Money is important. Now that he has a diagnosis, he will qualify for help. Because he had no insurance, he has been paying for his own tests, thousands of dollars at a time, . He’s using up his retirement, but he won’t need it anyway now. The worst test was the MRI, which he took right there in Shelby, and though the technician was skillful and the nurses were kind, it was just hard to lie there in a machine for more than a half-hour, immobilized and told not to swallow. I assured him that there WERE resources to help him and that people around here would take good care of him. They know his relatives.
He didn’t cry. He didn’t ask if he could call me. We didn’t exchange phone numbers or email. When I began to pack my clean dry clothes out to the pickiup, he said he’d really enjoyed the conversation and I agreed. He said, “I hope we meet again.” I said, “Could happen!” He echoed, “Could happen.” He knows enough about me to find me, esp. now with publicity over “Bronze I&O” about to start and since I once worked at Marias Care Center.
Some scientists are saying we are now entering a new geological age: the Anthropocene, the era in which humans, their chemicals, their erosions, their pollutions began to change continents, ice-caps and ocean currents, to say nothing of weather patterns or species evolution. There is no doubt in my mind that this man’s ALS and my own Diabetes 2 are part of this evolution, that we are being extinguished as surely as dinosaurs.
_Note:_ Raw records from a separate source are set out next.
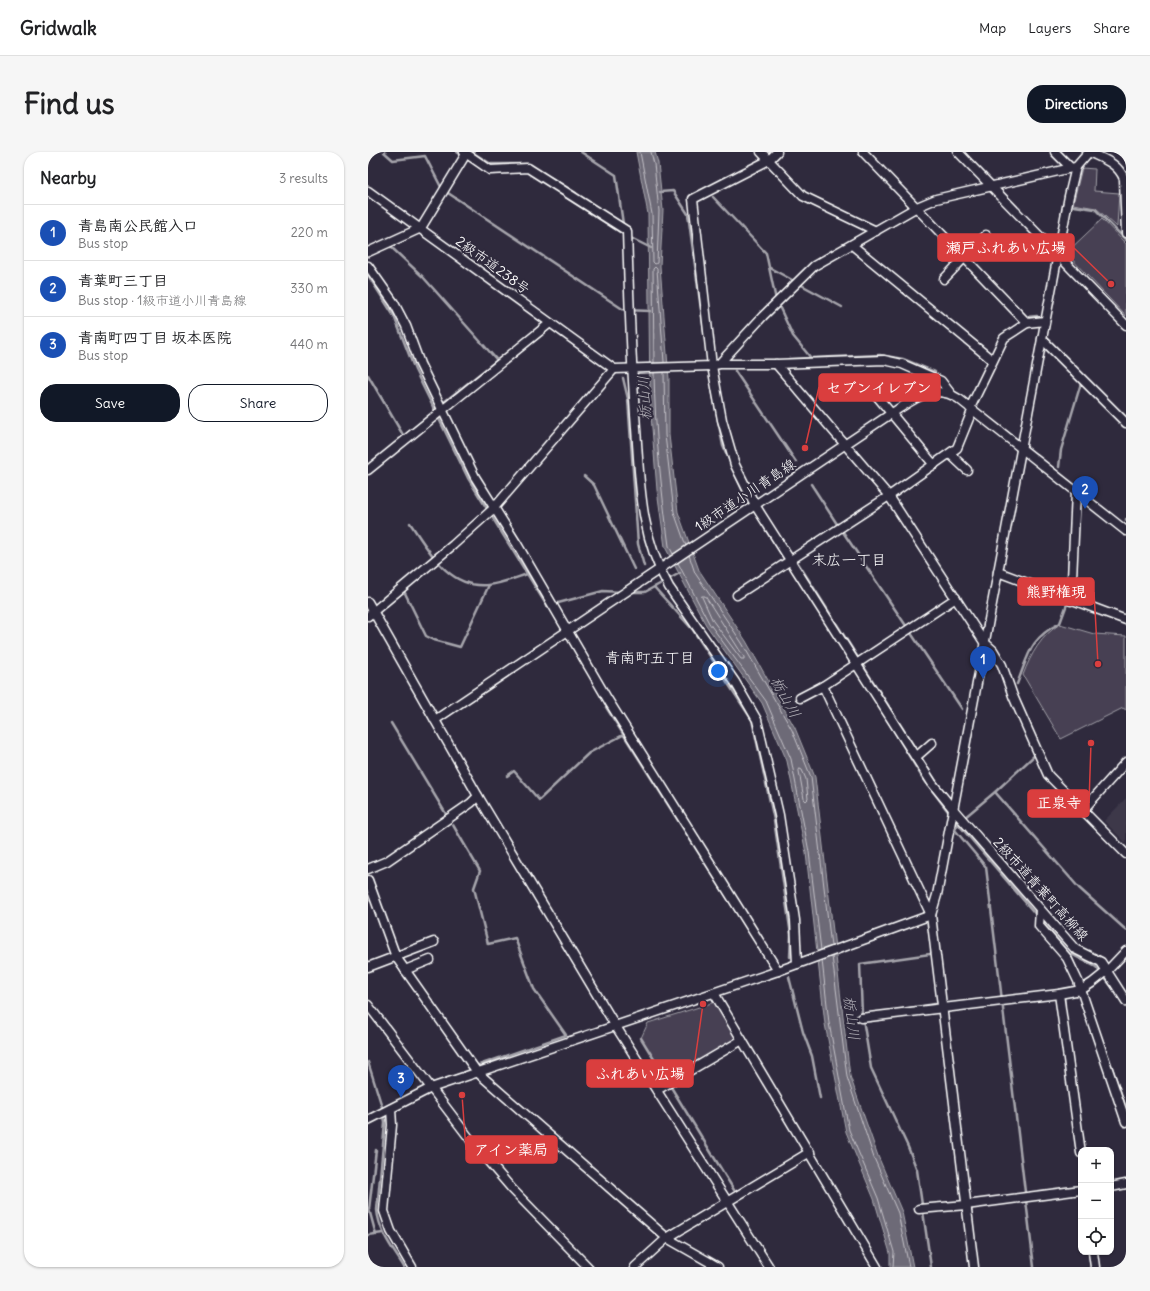 <!DOCTYPE html>
<meta charset="utf-8">
<style>
:root{--surface:#fff;--page:#f6f6f6;--text:#202124;--muted:#757577;--line:#e0e0e0;--accent:#111827}
body{margin:0;font-family:Delius,"Klee One",sans-serif;background:var(--page);color:var(--text)}
.controls{position:absolute;right:12px;bottom:12px;display:grid;overflow:hidden;border-radius:8px;box-shadow:0 1px 3px #0004}
.controls button{width:36px;height:36px;display:grid;place-items:center;padding:0;border:0;border-bottom:1px solid var(--line);background:var(--surface);color:var(--text);font:20px sans-serif}
.you{position:absolute;left:350px;top:519px;width:14px;height:14px;margin:-10px;border:3px solid #fff;border-radius:50%;background:#1a73e8;box-shadow:0 0 0 6px #1a73e833}
.badge{display:grid;place-items:center;width:26px;height:26px;border-radius:50%;background:var(--accent);color:#fff;font-size:13px;font-weight:700}
.pin{position:absolute;translate:-50% -33px;filter:drop-shadow(0 1px 2px #0008)}
.pin::after{content:'';position:absolute;top:21px;width:14px;height:12px;background:inherit;clip-path:polygon(0 0,100% 0,50% 100%)}
.list{margin:0;padding:0;list-style:none}
h2{display:flex;justify-content:space-between;align-items:center;height:52px;margin:0;padding:0 16px;font-size:17px}
h2 small{font-size:13px;font-weight:400;color:var(--muted)}
.list li{display:grid;grid-template-columns:26px 1fr auto;gap:12px;align-items:center;box-sizing:border-box;height:56px;padding:0 16px;border-top:1px solid var(--line)}
.list b{display:block;font-size:15px;white-space:nowrap}
.list p{margin:0;font-size:13px;white-space:nowrap;color:var(--muted)}
.list em{font-size:13px;font-style:normal;color:var(--muted)}
.actions{display:flex;gap:8px;padding:12px 16px}
.actions a{flex:1;padding:9px 0;border:1px solid var(--accent);border-radius:16px;text-align:center;font-size:14px;color:var(--accent)}
.actions .main{background:var(--accent);color:#fff}
.icon{flex:none;width:22px;height:22px;fill:none;stroke:currentColor;stroke-width:2;stroke-linecap:round;stroke-linejoin:round}
.map{position:relative;flex:none;width:758px;height:1115px;overflow:hidden;border-radius:16px}
header{display:flex;align-items:center;gap:24px;box-sizing:border-box;height:56px;padding:0 20px;background:var(--surface);border-bottom:1px solid var(--line)}
header strong{font-size:19px}
nav{display:flex;gap:22px;margin-inline-start:auto;font-size:14px}
.intro{display:flex;align-items:center;justify-content:space-between;box-sizing:border-box;height:96px;padding:0 24px}
h1{margin:0;font-size:28px}
.button{padding:10px 18px;border-radius:16px;background:var(--accent);color:#fff;font-size:14px;font-weight:700}
main{display:flex;gap:24px;padding:0 24px}
aside{flex:1;background:var(--surface);border-radius:16px;box-shadow:0 1px 3px #0004}
.map>svg:first-child{display:block}
.built{fill:#3c3749}
.green{fill:#464152;stroke:#a2a0a8}
.water{fill:#6d6a77;stroke:#a7a6ad}
.lines{fill:none;stroke-linecap:round;stroke-linejoin:round}
.shore{stroke:#c5c3c9;stroke-width:1}
.stream{stroke:#a7a6ad;stroke-width:2.5}
.minor-casing{stroke:#fff;stroke-width:11}
.minor{stroke:#2f2a3d;stroke-width:8}
.labels{text-anchor:middle;dominant-baseline:central;stroke-width:4;stroke-linejoin:round;paint-order:stroke}
.street-label{font-size:14px;fill:#fff;stroke:#2f2a3d}
.water-label{font-size:15px;font-style:italic;fill:#b6b4bb;stroke:#2f2a3d}
.neighbourhood-label{font-size:15px;fill:#fff;stroke:#2f2a3d}
.leader{fill:none;stroke:#da3e3e;stroke-width:1.5}
.callout-dot{fill:#da3e3e;stroke:#2f2a3d;stroke-width:1.5}
.callout{fill:#da3e3e;stroke:#da3e3e;stroke-width:1.5}
.callout-label{font-size:15px;text-anchor:middle;font-weight:bold;fill:#fff}
</style>
<header>
<strong>Gridwalk</strong>
<nav><a>Map</a><a>Layers</a><a>Share</a></nav>
</header>
<div class="intro"><h1>Find us</h1><a class="button">Directions</a></div>
<main>
<aside>
<h2>Nearby<small>3 results</small></h2>
<ul class="list">
<li><span class="badge" style="background:#1a4fb4">1</span><div><b>青島南公民館入口</b><p>Bus stop</p></div><em>220 m</em></li>
<li><span class="badge" style="background:#1a4fb4">2</span><div><b>青葉町三丁目</b><p>Bus stop · 1級市道小川青島線</p></div><em>330 m</em></li>
<li><span class="badge" style="background:#1a4fb4">3</span><div><b>青南町四丁目 坂本医院</b><p>Bus stop</p></div><em>440 m</em></li>
</ul>
<div class="actions"><a class="main">Save</a><a>Share</a></div>
</aside>
<div class="map">
<svg width="758" height="1115" viewBox="0 0 758 1115">
<rect width="100%" height="100%" fill="#2f2a3d"/>
<filter id="ink" filterUnits="userSpaceOnUse"><feTurbulence type="fractalNoise" baseFrequency=".025" numOctaves="2"/><feDisplacementMap in="SourceGraphic" scale="8" xChannelSelector="R" yChannelSelector="G"/><feConvolveMatrix kernelMatrix="1 2 1 2 8 2 1 2 1" color-interpolation-filters="sRGB"/></filter>
<g filter="url(#ink)">
<polygon class="built" points="758,646 758,691 736,669"/>
<g class="green">
<polygon points="714,16 727,17 726,39 751,41 749,75 728,56 705,52"/>
<polygon points="734,67 758,92 758,164 698,101"/>
<path d="M692,472L726,482L758,484V558L755,556L693,587L655,523C663,502 673,484 692,472Z"/>
<polygon points="347,850 370,889 300,930 273,886 280,871"/>
</g>
<polygon class="water" points="268,0 287,0 290,11 295,58 292,114 301,227 301,283 310,360 331,418 378,489 427,576 447,625 482,924 510,1004 534,1060 545,1115 522,1115 522,1101 506,1047 478,980 457,872 438,701 419,609 394,551 338,473 297,395 289,338 282,251 280,62"/>
<g class="lines">
<g class="shore">
<polyline points="272,0 284,62 285,110 287,112 289,111 291,59 286,12 283,0"/>
<polyline points="286,211 285,117 287,115 289,117 296,210"/>
<polyline points="296,220 297,283 306,360 318,394"/>
<path d="M286,221C287,279 293,336 301,394L305,402"/>
<polyline points="321,403 327,421 374,491 424,578 443,625 463,794"/>
<polyline points="310,411 341,471 398,549 423,607 441,700 453,798"/>
<polygon points="334,444 337,444 376,505 376,507 373,507 345,469"/>
<polygon points="432,617 434,618 438,627 440,647 438,649 436,647 431,619"/>
<polyline points="464,804 479,925 506,1006 530,1061 541,1115"/>
<polyline points="454,808 461,871 481,978 510,1046 526,1100 525,1115"/>
</g>
<g class="stream">
<polyline points="16,0 25,8 57,4 74,37 256,158 283,159"/>
<polyline points="89,0 95,4"/>
<polyline points="104,0 123,12 158,12"/>
<polyline points="213,0 248,23 255,72"/>
<polyline points="182,25 208,41 207,43"/>
<polyline points="292,40 305,39 320,62 337,187"/>
<polyline points="191,41 255,82 283,96"/>
<polyline points="542,43 562,64"/>
<polyline points="345,45 398,101 408,148"/>
<polyline points="706,54 727,57 758,88"/>
<polyline points="23,95 55,125 128,207 128,209 76,250 65,255"/>
<polyline points="608,112 659,165 669,164"/>
<polyline points="402,116 474,155"/>
<polyline points="0,123 26,164 47,218 100,326 179,454 235,439 253,440"/>
<polyline points="410,152 425,184 443,206"/>
<polyline points="421,207 512,203 535,207 567,220"/>
<polyline points="367,219 428,310"/>
<polyline points="0,223 35,283"/>
<polyline points="255,226 260,247 270,392 276,414"/>
<polyline points="714,232 758,275"/>
<polyline points="344,237 355,294 363,312"/>
<polyline points="691,315 693,298 713,231"/>
<polyline points="366,320 378,346 418,409"/>
<polyline points="216,324 226,333 266,417"/>
<polyline points="443,332 469,372"/>
<polyline points="758,368 758,367"/>
<path d="M42,371C61,399 81,437 120,433C133,432 147,426 159,422"/>
<polyline points="475,380 594,557"/>
<polyline points="430,411 570,632"/>
<polyline points="286,435 325,478 384,568 406,668 423,783 422,805"/>
<polyline points="262,440 277,440 312,421"/>
<polyline points="17,455 36,439 58,484 66,488 92,495 121,433"/>
<path d="M649,532C661,502 661,487 692,471L699,452L701,403"/>
<polyline points="507,548 554,625 582,662"/>
<polyline points="238,555 401,812"/>
<polyline points="23,571 78,662"/>
<polyline points="139,624 146,619 171,648 221,601 255,583"/>
<polyline points="627,640 711,736 758,778"/>
<polyline points="585,666 669,764"/>
<polyline points="596,666 627,640 667,603"/>
<polyline points="590,671 587,678 618,715 666,1115"/>
<polyline points="85,673 112,719 106,736 120,792 147,786 166,837 198,883 111,913"/>
<polyline points="674,769 702,802 710,820"/>
<polyline points="703,802 728,815 747,839"/>
<polyline points="421,825 435,880 444,904 452,946"/>
<polyline points="696,846 697,853"/>
<polyline points="55,850 98,911"/>
<polyline points="754,850 758,855"/>
<polyline points="528,858 567,852"/>
<polyline points="494,862 492,812 562,802"/>
<polyline points="495,867 503,916 540,995 549,1018 563,1115"/>
<polyline points="273,886 366,1038"/>
<polyline points="740,904 758,956"/>
<polyline points="0,910 15,958"/>
<path d="M16,962L17,971L9,1058C11,1080 25,1097 36,1115"/>
<polyline points="8,998 1,1057 8,1083"/>
<polyline points="238,1038 278,1073"/>
<polyline points="0,1083 15,1081"/>
</g>
<g class="minor-casing">
<g id="minor">
<path d="M96,0L122,18L160,16L259,79C261,145 263,210 268,276C272,332 272,384 301,435L367,530L389,568L411,663L427,768L429,812"/>
<polyline points="393,0 435,44 508,79"/>
<polyline points="409,0 401,8 325,47 344,214 354,268 367,313 387,353 564,631 585,657 707,797 733,810 758,849"/>
<polyline points="495,0 659,171"/>
<polyline points="590,0 758,173"/>
<polyline points="687,0 703,16"/>
<path d="M721,0C735,7 750,11 756,27L758,81"/>
<polyline points="0,39 246,217 344,214 351,212 408,212 516,208 534,212 573,229 583,242"/>
<polyline points="484,93 624,208"/>
<polyline points="0,100 53,76 98,2"/>
<polyline points="0,114 26,151 38,174 52,212 107,325 149,392 240,548 410,819"/>
<polyline points="576,127 618,83"/>
<polyline points="674,187 758,271"/>
<polyline points="351,212 395,164 446,114 549,55 568,47 708,15"/>
<polyline points="408,212 521,344 616,490 625,498 634,513 645,544 680,623 758,702"/>
<polyline points="503,237 566,313"/>
<polyline points="602,256 636,186 659,171 677,169"/>
<polyline points="582,302 599,318"/>
<polyline points="0,318 182,171"/>
<polyline points="630,420 758,468"/>
<polyline points="369,443 521,344 589,296 604,259"/>
<polyline points="703,449 708,340"/>
<polyline points="0,450 110,644 247,873 401,1115"/>
<polyline points="0,464 85,393 126,356 246,217"/>
<polyline points="455,534 563,763 606,1115"/>
<polyline points="432,546 455,534 588,446"/>
<path d="M67,568L524,261C547,247 565,230 591,247L758,379"/>
<polyline points="548,605 564,591"/>
<polyline points="715,658 758,610"/>
<polyline points="0,717 19,709 103,651 110,644"/>
<polyline points="0,728 28,805 109,920 299,1086 350,1115"/>
<polyline points="672,757 671,774 699,806 710,829 758,970"/>
<polyline points="563,763 569,743 701,44 708,15 721,0"/>
<polyline points="0,815 66,790"/>
<polyline points="37,818 62,808"/>
<polyline points="346,841 509,1115"/>
<polyline points="691,842 713,1001"/>
<polyline points="0,853 108,995 144,1037 220,1115"/>
<polyline points="493,866 691,842 713,838 724,831 739,819 758,799"/>
<polyline points="289,938 374,888"/>
<polyline points="23,957 24,973 16,1059 23,1079 44,1115"/>
<polyline points="0,968 63,936 410,819 563,763"/>
<polyline points="743,1035 758,1032"/>
<polyline points="551,1057 598,1053 713,1038"/>
<polyline points="725,1100 727,1115"/>
<polyline points="267,1115 299,1086 442,1000"/>
</g>
</g>
<use href="#minor" class="minor"/>
</g>
</g>
<g class="labels">
<g class="street-label">
<text transform="translate(125 113) rotate(36)">2級市道238号</text>
<text transform="translate(377 343) rotate(-34)">1級市道小川青島線</text>
<text transform="translate(673 737) rotate(48)">2級市道青葉町高柳線</text>
</g>
<g class="water-label">
<text transform="translate(276 246) rotate(-93)">栃山川</text>
<text transform="translate(418 545) rotate(61)">栃山川</text>
<text transform="translate(484 866) rotate(83)">栃山川</text>
</g>
<g class="neighbourhood-label">
<text x="481" y="407">末広一丁目</text>
<text x="282" y="505">青南町五丁目</text>
</g>
</g>
<path class="leader" d="M743 132L706 96M437 296L451 235M730 512L726 440M723 591L721 651M335 852L325 922M94 943L98 998"/>
<g class="callout-dot">
<circle cx="743" cy="132" r="4"/>
<circle cx="437" cy="296" r="4"/>
<circle cx="730" cy="512" r="4"/>
<circle cx="723" cy="591" r="4"/>
<circle cx="335" cy="852" r="4"/>
<circle cx="94" cy="943" r="4"/>
</g>
<g class="callout">
<rect x="570" y="82" width="136" height="27" rx="4"/>
<rect x="451" y="222" width="121" height="27" rx="4"/>
<rect x="650" y="426" width="76" height="27" rx="4"/>
<rect x="660" y="638" width="61" height="27" rx="4"/>
<rect x="219" y="908" width="106" height="27" rx="4"/>
<rect x="98" y="984" width="91" height="27" rx="4"/>
</g>
<g class="callout-label">
<text x="638" y="101">瀬戸ふれあい広場</text>
<text x="511" y="241">セブンイレブン</text>
<text x="688" y="445">熊野権現</text>
<text x="691" y="656">正泉寺</text>
<text x="272" y="927">ふれあい広場</text>
<text x="143" y="1003">アイン薬局</text>
</g>
</svg>
<div class="controls">
<button>+</button>
<button>−</button>
<button><svg class="icon" aria-label="locate" viewBox="0 0 24 24"><circle cx="12" cy="12" r="6"/><path d="M12 2v4M12 18v4M2 12h4M18 12h4"/></svg></button>
</div>
<div class="you"></div>
<div class="pin badge" style="left:615px;top:527px;background:#1a4fb4">1</div>
<div class="pin badge" style="left:717px;top:357px;background:#1a4fb4">2</div>
<div class="pin badge" style="left:33px;top:946px;background:#1a4fb4">3</div>
</div>
</main>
As individuals. We didn't have children anyway. Out there somewhere are the progenitors of the birds that dinos evolved into and the mammals who blossomed next. But they had a lot more time than we do.
This man said that as soon as he heard his diagnosis, he thought of the Gary Cooper movie in which Cooper played Gehrig. He said that both Cooper in the movie and Gehrig in real life, "died well" with courage and honesty. He said that was his goal now. I have no doubt that he will achieve it.